== Problem to work on ==
In the records below, begin at the line containing "M583 514 626 423 899 548 1034 624 1053 638" and end at the line containing "M455 24 460 10"; quote every line in that span exactly, including both boundary lines, and no others.

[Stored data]
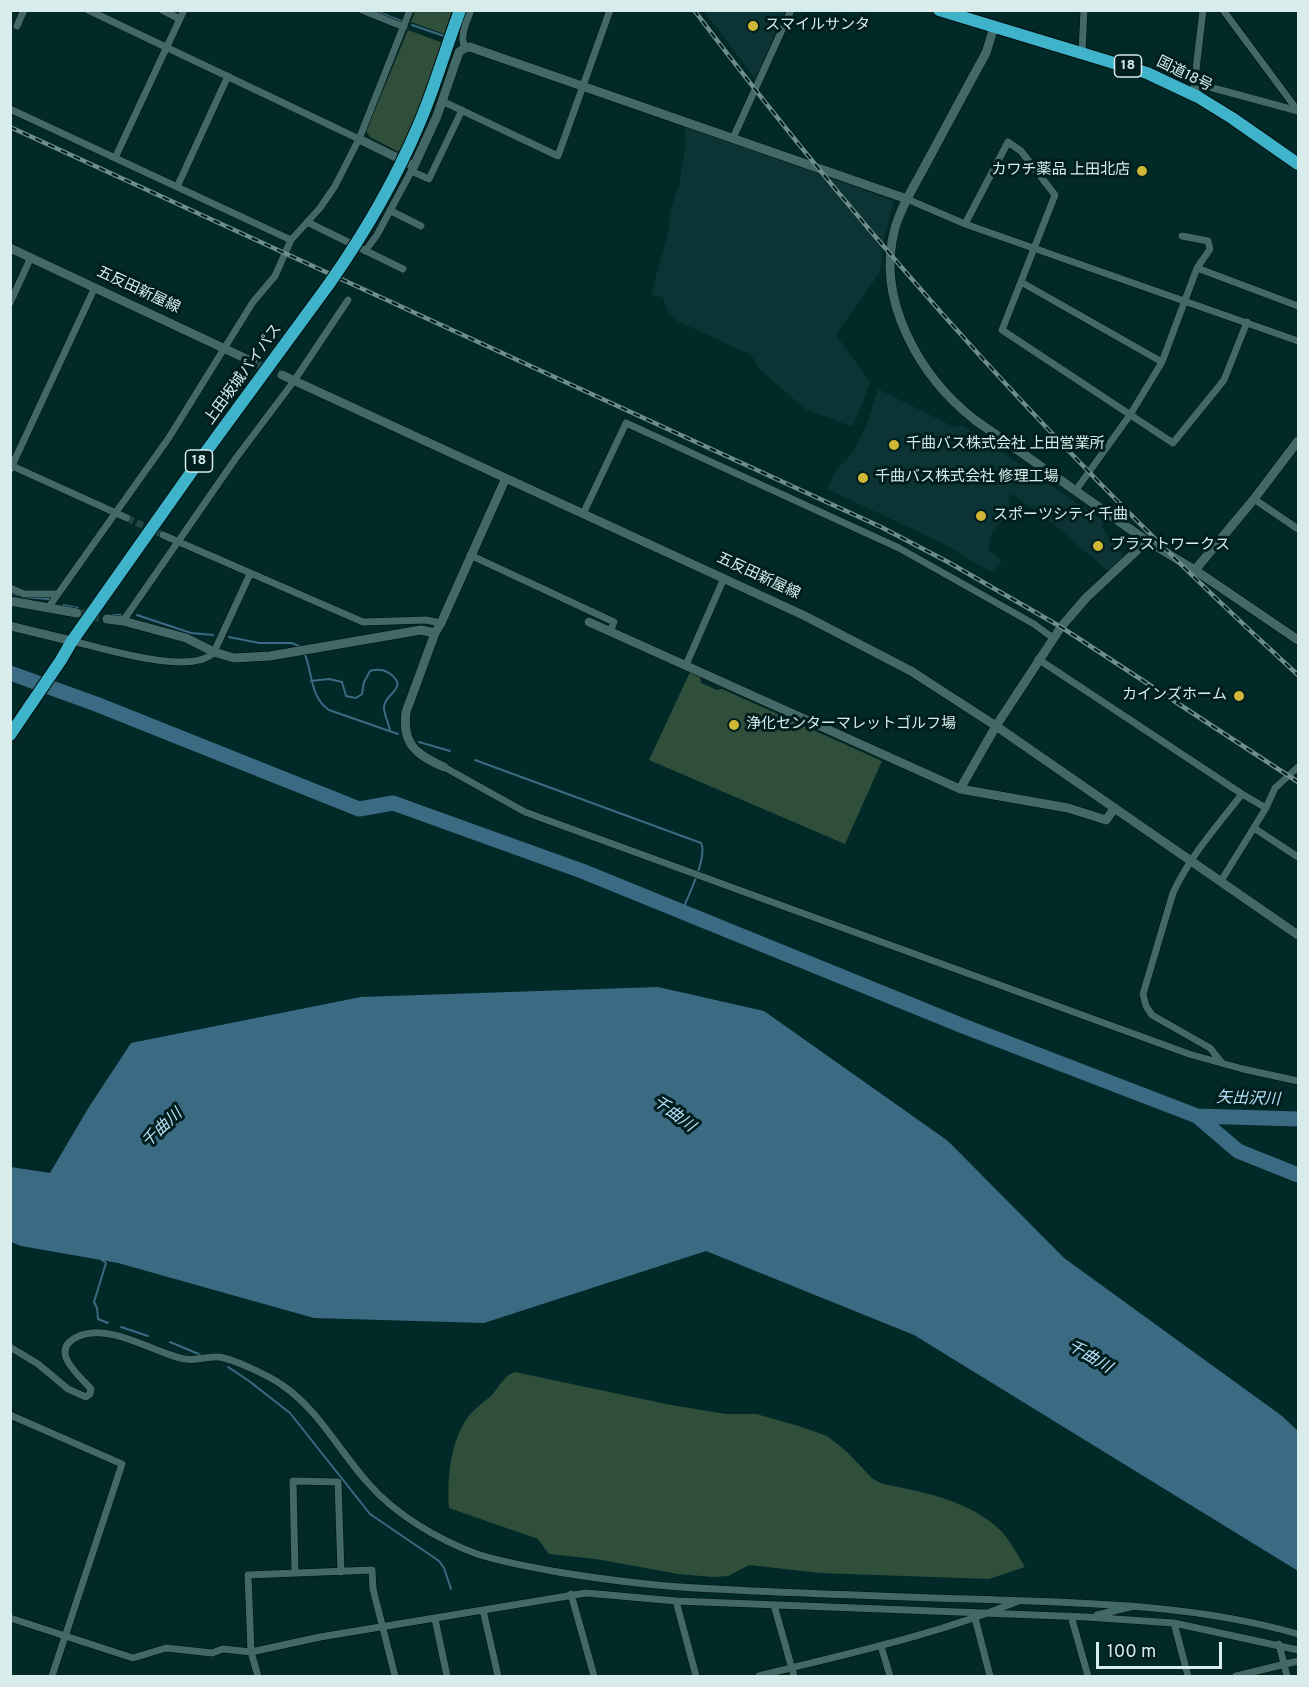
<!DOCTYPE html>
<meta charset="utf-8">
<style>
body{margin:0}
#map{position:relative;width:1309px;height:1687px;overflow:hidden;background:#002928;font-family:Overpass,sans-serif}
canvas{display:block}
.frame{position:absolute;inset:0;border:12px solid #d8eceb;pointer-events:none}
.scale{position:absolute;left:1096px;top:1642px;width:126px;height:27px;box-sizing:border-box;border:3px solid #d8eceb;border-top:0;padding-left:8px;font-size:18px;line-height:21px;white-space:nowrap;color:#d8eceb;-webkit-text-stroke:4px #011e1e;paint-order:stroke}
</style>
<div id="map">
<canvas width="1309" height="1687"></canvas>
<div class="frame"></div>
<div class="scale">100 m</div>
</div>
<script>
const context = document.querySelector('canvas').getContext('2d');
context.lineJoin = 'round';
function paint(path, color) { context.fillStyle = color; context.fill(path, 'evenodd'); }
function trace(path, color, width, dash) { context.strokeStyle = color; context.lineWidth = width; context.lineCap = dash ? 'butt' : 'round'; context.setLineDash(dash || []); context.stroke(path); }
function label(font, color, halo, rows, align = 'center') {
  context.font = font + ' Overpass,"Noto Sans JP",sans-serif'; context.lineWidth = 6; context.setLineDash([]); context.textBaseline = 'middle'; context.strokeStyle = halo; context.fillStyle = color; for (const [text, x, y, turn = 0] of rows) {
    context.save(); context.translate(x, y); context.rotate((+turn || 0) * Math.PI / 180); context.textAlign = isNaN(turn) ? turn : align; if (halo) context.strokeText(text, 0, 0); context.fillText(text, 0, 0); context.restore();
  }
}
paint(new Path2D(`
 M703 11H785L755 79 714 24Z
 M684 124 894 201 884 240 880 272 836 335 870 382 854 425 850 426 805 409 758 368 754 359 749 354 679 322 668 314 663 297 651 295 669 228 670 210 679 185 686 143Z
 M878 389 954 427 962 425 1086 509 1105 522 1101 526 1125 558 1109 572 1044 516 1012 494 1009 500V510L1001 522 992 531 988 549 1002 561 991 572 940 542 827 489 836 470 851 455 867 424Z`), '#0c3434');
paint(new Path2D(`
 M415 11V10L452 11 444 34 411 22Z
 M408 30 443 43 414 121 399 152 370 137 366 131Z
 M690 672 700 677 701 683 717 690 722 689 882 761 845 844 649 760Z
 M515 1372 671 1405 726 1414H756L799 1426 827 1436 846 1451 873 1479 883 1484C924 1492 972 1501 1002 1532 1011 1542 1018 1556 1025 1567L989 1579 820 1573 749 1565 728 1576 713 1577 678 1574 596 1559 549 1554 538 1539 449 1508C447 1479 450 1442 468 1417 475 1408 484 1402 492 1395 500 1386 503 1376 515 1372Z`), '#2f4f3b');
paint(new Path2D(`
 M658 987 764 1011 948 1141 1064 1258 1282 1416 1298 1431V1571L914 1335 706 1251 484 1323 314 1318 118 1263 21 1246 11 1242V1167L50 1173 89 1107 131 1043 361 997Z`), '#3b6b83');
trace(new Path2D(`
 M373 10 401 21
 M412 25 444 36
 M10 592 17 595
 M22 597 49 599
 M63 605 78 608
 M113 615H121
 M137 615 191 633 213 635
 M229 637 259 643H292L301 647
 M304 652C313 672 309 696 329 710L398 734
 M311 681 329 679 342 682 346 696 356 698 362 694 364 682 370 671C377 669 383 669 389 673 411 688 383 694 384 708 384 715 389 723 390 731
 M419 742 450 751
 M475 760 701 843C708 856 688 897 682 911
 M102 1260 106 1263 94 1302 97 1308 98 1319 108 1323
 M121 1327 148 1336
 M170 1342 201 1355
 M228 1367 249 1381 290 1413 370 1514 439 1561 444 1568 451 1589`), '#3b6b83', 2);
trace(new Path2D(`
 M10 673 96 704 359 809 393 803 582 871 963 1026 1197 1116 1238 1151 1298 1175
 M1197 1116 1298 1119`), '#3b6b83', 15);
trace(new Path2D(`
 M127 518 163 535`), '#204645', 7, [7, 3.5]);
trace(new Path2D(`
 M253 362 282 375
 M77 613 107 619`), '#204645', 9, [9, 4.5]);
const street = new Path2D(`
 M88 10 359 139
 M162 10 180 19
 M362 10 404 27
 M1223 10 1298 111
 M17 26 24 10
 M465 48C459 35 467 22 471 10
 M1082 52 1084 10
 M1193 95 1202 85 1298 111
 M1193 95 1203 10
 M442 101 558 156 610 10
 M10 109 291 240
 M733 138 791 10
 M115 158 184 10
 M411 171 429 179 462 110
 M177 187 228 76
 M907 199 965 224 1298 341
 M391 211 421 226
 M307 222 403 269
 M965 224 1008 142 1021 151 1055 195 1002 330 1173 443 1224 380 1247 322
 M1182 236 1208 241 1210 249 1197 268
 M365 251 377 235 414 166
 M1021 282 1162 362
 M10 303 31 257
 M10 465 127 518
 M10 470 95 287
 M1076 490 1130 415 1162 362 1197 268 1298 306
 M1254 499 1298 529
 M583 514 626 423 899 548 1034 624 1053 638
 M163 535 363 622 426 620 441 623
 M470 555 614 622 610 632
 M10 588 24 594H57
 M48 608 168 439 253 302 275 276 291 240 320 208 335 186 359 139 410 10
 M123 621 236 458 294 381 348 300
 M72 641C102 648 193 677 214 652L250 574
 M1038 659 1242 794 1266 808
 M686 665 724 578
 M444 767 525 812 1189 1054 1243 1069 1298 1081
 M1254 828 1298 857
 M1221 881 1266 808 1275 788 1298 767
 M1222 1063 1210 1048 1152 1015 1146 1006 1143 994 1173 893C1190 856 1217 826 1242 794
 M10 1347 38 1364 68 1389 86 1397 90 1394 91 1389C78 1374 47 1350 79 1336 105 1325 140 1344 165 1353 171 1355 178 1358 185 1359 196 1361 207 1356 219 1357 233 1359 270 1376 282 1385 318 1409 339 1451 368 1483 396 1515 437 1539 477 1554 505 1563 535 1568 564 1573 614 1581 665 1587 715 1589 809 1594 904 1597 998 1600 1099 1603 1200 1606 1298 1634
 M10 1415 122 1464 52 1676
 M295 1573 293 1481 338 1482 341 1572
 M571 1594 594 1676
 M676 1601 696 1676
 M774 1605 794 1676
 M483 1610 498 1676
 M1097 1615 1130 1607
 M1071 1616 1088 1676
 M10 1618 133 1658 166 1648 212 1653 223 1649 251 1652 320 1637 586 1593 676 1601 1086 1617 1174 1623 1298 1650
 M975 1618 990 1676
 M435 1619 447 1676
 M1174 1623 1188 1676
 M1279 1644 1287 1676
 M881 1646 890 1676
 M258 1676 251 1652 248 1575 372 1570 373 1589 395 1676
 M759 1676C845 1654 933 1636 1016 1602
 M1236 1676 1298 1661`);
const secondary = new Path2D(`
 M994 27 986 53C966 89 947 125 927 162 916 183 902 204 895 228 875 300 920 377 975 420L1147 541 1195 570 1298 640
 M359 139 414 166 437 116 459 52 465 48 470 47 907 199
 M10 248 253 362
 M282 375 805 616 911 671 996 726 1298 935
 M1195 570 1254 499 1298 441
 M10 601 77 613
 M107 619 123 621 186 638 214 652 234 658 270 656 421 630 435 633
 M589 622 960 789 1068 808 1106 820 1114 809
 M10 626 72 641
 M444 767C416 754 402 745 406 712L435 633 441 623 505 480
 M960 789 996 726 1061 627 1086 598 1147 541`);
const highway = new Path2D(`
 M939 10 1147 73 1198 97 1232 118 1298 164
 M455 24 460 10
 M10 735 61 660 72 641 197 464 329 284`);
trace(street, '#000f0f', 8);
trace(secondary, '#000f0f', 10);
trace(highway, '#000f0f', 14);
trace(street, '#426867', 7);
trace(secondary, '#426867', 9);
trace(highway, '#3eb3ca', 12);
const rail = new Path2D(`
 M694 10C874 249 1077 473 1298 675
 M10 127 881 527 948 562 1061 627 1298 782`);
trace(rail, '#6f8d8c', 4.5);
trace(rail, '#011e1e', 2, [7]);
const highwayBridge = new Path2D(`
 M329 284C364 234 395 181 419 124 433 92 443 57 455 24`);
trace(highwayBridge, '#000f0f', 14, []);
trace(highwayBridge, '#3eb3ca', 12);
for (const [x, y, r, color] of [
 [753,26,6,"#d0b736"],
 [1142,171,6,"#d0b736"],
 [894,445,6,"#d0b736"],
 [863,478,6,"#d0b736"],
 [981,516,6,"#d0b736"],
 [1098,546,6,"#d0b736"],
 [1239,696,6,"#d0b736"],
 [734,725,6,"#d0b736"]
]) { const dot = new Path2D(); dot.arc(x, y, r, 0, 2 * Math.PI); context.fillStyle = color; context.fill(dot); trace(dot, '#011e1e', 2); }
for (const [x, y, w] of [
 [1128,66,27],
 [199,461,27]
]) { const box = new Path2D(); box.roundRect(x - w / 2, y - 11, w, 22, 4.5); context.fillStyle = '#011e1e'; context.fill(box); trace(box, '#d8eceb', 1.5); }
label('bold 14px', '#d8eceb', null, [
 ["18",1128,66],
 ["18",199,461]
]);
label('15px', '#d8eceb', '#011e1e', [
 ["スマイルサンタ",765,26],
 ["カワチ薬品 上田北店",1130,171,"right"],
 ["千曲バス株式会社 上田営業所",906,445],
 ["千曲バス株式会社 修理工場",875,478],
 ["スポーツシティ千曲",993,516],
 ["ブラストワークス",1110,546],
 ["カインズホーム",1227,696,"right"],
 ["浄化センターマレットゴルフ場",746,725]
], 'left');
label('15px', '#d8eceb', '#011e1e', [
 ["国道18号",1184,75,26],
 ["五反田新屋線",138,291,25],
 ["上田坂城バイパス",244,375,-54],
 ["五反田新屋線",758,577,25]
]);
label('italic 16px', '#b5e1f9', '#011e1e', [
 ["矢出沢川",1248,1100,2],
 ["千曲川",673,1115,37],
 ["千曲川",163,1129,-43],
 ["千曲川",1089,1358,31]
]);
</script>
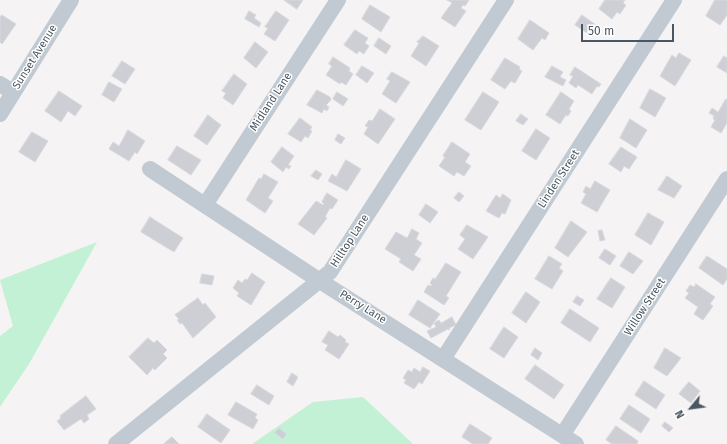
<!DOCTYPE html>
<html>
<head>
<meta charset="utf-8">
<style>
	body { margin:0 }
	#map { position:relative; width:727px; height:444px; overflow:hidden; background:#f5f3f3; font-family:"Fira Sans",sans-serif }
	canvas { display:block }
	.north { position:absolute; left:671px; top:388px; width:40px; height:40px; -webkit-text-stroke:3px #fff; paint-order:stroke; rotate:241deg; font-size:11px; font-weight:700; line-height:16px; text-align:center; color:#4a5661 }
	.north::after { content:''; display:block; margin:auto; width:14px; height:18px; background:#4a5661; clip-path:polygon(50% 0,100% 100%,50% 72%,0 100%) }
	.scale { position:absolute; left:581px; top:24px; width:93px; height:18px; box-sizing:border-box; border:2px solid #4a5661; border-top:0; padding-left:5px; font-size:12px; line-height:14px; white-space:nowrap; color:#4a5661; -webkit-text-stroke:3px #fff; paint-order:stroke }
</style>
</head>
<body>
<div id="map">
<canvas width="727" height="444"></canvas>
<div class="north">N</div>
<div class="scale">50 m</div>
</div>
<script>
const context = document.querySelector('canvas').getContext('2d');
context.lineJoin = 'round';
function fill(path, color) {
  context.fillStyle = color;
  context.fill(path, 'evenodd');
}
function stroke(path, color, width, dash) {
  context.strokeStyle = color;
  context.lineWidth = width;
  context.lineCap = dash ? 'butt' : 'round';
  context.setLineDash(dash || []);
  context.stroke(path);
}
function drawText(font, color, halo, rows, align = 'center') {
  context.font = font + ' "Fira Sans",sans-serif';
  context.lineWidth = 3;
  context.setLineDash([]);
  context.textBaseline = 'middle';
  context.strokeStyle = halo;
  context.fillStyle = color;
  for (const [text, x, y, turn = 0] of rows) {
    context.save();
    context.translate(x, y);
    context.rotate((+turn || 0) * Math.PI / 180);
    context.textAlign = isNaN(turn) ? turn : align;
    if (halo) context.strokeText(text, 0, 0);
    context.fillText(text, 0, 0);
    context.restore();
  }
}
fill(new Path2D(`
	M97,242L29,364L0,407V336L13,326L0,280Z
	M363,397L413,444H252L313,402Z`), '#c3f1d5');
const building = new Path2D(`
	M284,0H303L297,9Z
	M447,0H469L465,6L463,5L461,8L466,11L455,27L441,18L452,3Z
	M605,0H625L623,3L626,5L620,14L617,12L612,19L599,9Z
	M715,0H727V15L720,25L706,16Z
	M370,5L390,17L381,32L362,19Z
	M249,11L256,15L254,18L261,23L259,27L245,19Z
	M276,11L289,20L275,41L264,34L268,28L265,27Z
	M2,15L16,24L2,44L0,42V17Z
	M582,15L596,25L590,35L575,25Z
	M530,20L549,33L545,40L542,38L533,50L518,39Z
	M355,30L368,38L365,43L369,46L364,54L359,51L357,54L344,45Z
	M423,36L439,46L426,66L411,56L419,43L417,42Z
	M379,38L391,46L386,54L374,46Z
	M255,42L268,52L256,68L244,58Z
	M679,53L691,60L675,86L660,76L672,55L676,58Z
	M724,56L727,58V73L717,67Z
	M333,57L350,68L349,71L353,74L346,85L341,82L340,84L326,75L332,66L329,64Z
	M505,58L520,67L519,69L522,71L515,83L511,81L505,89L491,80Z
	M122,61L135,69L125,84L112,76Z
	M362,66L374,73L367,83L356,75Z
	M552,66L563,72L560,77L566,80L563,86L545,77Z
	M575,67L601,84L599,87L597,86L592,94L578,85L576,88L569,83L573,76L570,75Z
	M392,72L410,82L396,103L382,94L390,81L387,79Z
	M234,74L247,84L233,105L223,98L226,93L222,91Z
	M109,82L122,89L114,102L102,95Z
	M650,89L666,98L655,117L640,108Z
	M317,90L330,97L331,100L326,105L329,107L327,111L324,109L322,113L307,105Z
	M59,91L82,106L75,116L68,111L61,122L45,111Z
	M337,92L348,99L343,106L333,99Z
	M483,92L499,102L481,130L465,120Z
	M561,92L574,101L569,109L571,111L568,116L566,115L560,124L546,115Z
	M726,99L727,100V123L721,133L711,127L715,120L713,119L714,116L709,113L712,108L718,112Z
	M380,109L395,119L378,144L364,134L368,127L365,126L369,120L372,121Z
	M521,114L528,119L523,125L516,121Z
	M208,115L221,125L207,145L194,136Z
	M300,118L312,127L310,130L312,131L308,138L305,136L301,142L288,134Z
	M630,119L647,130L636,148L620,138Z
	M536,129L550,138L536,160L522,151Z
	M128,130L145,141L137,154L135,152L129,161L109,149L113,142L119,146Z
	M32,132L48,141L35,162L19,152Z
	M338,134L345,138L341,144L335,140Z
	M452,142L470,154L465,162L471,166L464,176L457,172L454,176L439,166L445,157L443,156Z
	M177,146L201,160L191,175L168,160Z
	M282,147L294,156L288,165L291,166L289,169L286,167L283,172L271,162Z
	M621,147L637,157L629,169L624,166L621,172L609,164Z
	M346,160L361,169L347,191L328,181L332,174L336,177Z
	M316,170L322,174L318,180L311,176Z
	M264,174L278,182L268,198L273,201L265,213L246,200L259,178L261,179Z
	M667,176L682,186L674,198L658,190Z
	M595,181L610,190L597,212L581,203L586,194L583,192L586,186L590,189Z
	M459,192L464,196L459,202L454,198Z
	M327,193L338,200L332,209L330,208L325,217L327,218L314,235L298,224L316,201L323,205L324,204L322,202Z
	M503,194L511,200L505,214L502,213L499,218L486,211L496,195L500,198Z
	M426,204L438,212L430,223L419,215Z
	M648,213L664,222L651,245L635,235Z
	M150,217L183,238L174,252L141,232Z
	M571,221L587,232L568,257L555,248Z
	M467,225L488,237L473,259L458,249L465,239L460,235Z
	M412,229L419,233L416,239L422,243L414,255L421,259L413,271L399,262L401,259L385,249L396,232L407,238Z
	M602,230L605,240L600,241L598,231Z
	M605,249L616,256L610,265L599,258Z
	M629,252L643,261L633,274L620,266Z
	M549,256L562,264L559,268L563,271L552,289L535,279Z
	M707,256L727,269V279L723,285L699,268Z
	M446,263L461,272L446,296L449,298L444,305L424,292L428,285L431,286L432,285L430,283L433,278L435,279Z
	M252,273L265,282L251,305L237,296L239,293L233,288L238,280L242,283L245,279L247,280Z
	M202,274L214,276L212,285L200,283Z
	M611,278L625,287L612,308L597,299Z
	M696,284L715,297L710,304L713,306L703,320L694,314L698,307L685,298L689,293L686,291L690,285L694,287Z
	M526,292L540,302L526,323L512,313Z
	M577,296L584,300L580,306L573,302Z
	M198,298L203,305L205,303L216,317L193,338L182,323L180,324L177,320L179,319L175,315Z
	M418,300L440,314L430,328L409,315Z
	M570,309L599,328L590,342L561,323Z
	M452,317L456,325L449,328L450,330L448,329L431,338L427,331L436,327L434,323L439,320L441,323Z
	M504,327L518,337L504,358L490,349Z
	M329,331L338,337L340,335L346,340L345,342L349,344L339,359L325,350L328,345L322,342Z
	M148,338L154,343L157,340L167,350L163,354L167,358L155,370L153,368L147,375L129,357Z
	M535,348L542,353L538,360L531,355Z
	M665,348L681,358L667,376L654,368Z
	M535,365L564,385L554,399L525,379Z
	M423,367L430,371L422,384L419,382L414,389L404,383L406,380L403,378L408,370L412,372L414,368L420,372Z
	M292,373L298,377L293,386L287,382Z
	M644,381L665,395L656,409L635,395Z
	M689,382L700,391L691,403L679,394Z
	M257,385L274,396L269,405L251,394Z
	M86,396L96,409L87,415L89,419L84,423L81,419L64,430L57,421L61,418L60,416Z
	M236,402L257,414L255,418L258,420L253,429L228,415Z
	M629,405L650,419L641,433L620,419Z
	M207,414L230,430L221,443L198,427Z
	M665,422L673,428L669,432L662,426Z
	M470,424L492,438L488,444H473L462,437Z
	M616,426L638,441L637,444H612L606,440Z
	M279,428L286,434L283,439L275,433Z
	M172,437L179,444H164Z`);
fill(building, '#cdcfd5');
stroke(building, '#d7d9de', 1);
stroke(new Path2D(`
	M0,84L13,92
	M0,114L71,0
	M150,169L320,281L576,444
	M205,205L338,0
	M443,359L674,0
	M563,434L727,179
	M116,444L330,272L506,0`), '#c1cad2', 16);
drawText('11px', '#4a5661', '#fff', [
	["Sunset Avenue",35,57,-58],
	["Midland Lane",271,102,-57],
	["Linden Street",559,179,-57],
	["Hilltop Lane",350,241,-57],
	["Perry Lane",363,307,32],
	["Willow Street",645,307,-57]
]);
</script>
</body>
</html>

== Response to this exercise ==
 M583 514 626 423 899 548 1034 624 1053 638
 M163 535 363 622 426 620 441 623
 M470 555 614 622 610 632
 M10 588 24 594H57
 M48 608 168 439 253 302 275 276 291 240 320 208 335 186 359 139 410 10
 M123 621 236 458 294 381 348 300
 M72 641C102 648 193 677 214 652L250 574
 M1038 659 1242 794 1266 808
 M686 665 724 578
 M444 767 525 812 1189 1054 1243 1069 1298 1081
 M1254 828 1298 857
 M1221 881 1266 808 1275 788 1298 767
 M1222 1063 1210 1048 1152 1015 1146 1006 1143 994 1173 893C1190 856 1217 826 1242 794
 M10 1347 38 1364 68 1389 86 1397 90 1394 91 1389C78 1374 47 1350 79 1336 105 1325 140 1344 165 1353 171 1355 178 1358 185 1359 196 1361 207 1356 219 1357 233 1359 270 1376 282 1385 318 1409 339 1451 368 1483 396 1515 437 1539 477 1554 505 1563 535 1568 564 1573 614 1581 665 1587 715 1589 809 1594 904 1597 998 1600 1099 1603 1200 1606 1298 1634
 M10 1415 122 1464 52 1676
 M295 1573 293 1481 338 1482 341 1572
 M571 1594 594 1676
 M676 1601 696 1676
 M774 1605 794 1676
 M483 1610 498 1676
 M1097 1615 1130 1607
 M1071 1616 1088 1676
 M10 1618 133 1658 166 1648 212 1653 223 1649 251 1652 320 1637 586 1593 676 1601 1086 1617 1174 1623 1298 1650
 M975 1618 990 1676
 M435 1619 447 1676
 M1174 1623 1188 1676
 M1279 1644 1287 1676
 M881 1646 890 1676
 M258 1676 251 1652 248 1575 372 1570 373 1589 395 1676
 M759 1676C845 1654 933 1636 1016 1602
 M1236 1676 1298 1661`);
const secondary = new Path2D(`
 M994 27 986 53C966 89 947 125 927 162 916 183 902 204 895 228 875 300 920 377 975 420L1147 541 1195 570 1298 640
 M359 139 414 166 437 116 459 52 465 48 470 47 907 199
 M10 248 253 362
 M282 375 805 616 911 671 996 726 1298 935
 M1195 570 1254 499 1298 441
 M10 601 77 613
 M107 619 123 621 186 638 214 652 234 658 270 656 421 630 435 633
 M589 622 960 789 1068 808 1106 820 1114 809
 M10 626 72 641
 M444 767C416 754 402 745 406 712L435 633 441 623 505 480
 M960 789 996 726 1061 627 1086 598 1147 541`);
const highway = new Path2D(`
 M939 10 1147 73 1198 97 1232 118 1298 164
 M455 24 460 10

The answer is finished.